*** EXCERPTED DATA

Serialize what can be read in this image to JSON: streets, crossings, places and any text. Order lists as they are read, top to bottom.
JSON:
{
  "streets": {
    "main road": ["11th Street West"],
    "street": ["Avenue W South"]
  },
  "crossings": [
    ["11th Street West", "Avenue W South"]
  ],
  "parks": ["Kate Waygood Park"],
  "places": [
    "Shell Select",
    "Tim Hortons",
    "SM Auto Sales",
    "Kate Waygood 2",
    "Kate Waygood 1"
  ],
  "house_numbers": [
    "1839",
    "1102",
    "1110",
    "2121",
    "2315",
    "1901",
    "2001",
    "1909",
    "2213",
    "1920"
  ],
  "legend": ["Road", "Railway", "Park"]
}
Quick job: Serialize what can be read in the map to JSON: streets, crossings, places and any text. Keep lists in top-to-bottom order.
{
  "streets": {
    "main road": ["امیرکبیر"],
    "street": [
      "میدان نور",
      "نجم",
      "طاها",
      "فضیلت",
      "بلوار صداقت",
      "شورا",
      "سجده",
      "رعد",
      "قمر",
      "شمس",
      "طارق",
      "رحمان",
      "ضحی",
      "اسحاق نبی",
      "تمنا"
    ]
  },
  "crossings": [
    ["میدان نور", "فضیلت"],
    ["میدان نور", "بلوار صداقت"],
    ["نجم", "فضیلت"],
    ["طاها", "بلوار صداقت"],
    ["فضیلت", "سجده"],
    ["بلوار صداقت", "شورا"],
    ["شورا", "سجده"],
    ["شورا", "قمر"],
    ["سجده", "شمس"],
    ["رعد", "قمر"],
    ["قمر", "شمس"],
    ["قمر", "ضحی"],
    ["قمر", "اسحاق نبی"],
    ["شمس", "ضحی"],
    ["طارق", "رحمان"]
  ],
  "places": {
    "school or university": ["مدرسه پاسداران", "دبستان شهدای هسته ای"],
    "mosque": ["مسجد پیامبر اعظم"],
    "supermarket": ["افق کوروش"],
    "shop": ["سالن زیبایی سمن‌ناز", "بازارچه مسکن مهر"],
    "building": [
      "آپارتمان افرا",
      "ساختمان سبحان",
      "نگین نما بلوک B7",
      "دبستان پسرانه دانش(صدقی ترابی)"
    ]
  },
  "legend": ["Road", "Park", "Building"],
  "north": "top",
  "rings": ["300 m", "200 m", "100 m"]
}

******

• **EXERCISE DETAILS**
Repeat the whole listing, keeping every word exact.

• **YOUR SOLUTION**
Serialize what can be read in this image to JSON: streets, crossings, places and any text. Order lists as they are read, top to bottom.
JSON:
{
  "streets": {
    "main road": ["11th Street West"],
    "street": ["Avenue W South"]
  },
  "crossings": [
    ["11th Street West", "Avenue W South"]
  ],
  "parks": ["Kate Waygood Park"],
  "places": [
    "Shell Select",
    "Tim Hortons",
    "SM Auto Sales",
    "Kate Waygood 2",
    "Kate Waygood 1"
  ],
  "house_numbers": [
    "1839",
    "1102",
    "1110",
    "2121",
    "2315",
    "1901",
    "2001",
    "1909",
    "2213",
    "1920"
  ],
  "legend": ["Road", "Railway", "Park"]
}
Quick job: Serialize what can be read in the map to JSON: streets, crossings, places and any text. Keep lists in top-to-bottom order.
{
  "streets": {
    "main road": ["امیرکبیر"],
    "street": [
      "میدان نور",
      "نجم",
      "طاها",
      "فضیلت",
      "بلوار صداقت",
      "شورا",
      "سجده",
      "رعد",
      "قمر",
      "شمس",
      "طارق",
      "رحمان",
      "ضحی",
      "اسحاق نبی",
      "تمنا"
    ]
  },
  "crossings": [
    ["میدان نور", "فضیلت"],
    ["میدان نور", "بلوار صداقت"],
    ["نجم", "فضیلت"],
    ["طاها", "بلوار صداقت"],
    ["فضیلت", "سجده"],
    ["بلوار صداقت", "شورا"],
    ["شورا", "سجده"],
    ["شورا", "قمر"],
    ["سجده", "شمس"],
    ["رعد", "قمر"],
    ["قمر", "شمس"],
    ["قمر", "ضحی"],
    ["قمر", "اسحاق نبی"],
    ["شمس", "ضحی"],
    ["طارق", "رحمان"]
  ],
  "places": {
    "school or university": ["مدرسه پاسداران", "دبستان شهدای هسته ای"],
    "mosque": ["مسجد پیامبر اعظم"],
    "supermarket": ["افق کوروش"],
    "shop": ["سالن زیبایی سمن‌ناز", "بازارچه مسکن مهر"],
    "building": [
      "آپارتمان افرا",
      "ساختمان سبحان",
      "نگین نما بلوک B7",
      "دبستان پسرانه دانش(صدقی ترابی)"
    ]
  },
  "legend": ["Road", "Park", "Building"],
  "north": "top",
  "rings": ["300 m", "200 m", "100 m"]
}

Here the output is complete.